One of my son’s favorite books coming up was Pete Hamill’s novel Snow in August.It
features a figure out of Jewish mythology, a Golem, and a young Irish
boy seeking to find his courage. I’m not giving too much away when I
point out that the most telling thing the Golem does, in that imaginary
spring of 1947, is to wrap himself in cloth (for modesty) with a button
reading, simply "I’m With Jackie." It’s the kind of button that was
being sold a lot around Ebbet’s Field in those days, a button worn
mostly by black Brooklyn fans. But its wearing by other fans, white
fans, Jewish fans, Irish fans — gave it the most power. It took some
courage for a white man to wear such a button in that springtime.

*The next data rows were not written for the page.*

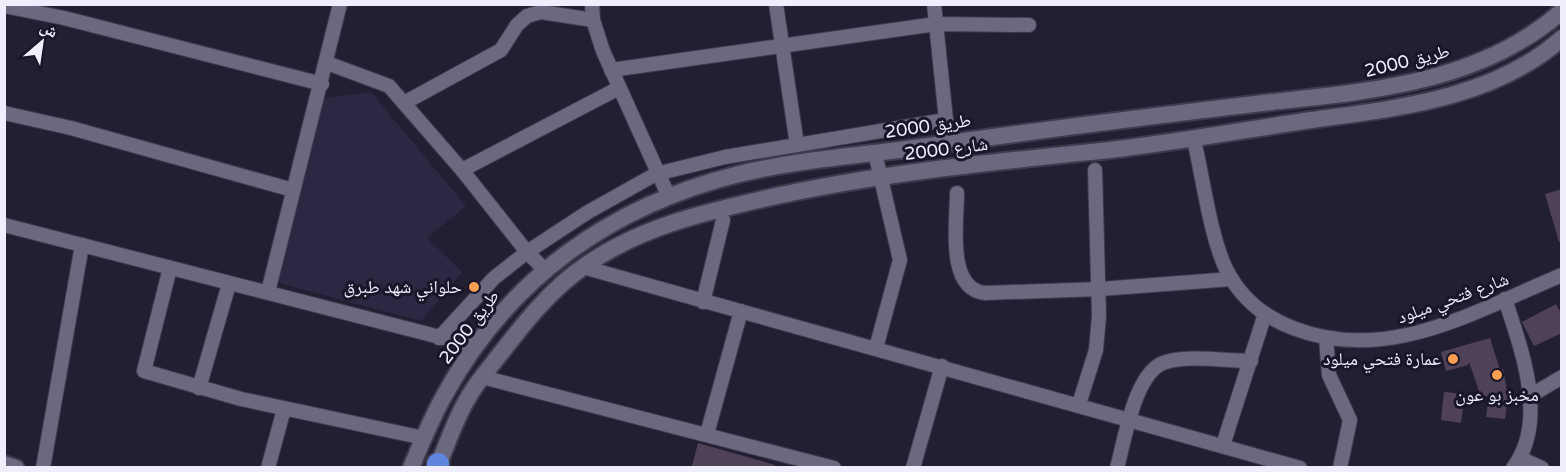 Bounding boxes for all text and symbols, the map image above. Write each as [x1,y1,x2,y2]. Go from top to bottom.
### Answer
north arrow [12,12,72,72]
text: ش [37,17,61,43]
street label: طريق 2000 [1362,40,1452,82]
street label: طريق 2000 [884,109,972,143]
street label: شارع 2000 [903,133,989,165]
street label: شارع فتحي ميلود [1394,268,1513,332]
place label: حلواني شهد طبرق [343,276,462,302]
marker: حلواني شهد طبرق [467,280,481,294]
street label: طريق 2000 [434,286,504,368]
place label: عمارة فتحي ميلود [1323,348,1441,374]
marker: عمارة فتحي ميلود [1446,352,1460,366]
marker: مخبز بو عون [1490,368,1504,382]
place label: مخبز بو عون [1455,384,1539,406]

Just as it will take courage for Democrats today not to panic, to
face down the modern racists, with their code words and their quick
denials. Just as it will take courage for the candidate himself to
avoid the bait, to stand straight and tall for his beliefs, among them
the idea that the American people are not that stupid, not that racist,
not as easily manipulated as the pollsters (or many Democratic
operatives) feel. Not this time.
Elections are choices. We trust the people to make the right choice.
Will they, in the end, choose the code words of John McCain, the closet
racism which has ruled us all since 1968? Or will we say, no, not this
time.
I’m with Barack. And I believe that, when the history of our time is written, people will be amazed that there was any doubt.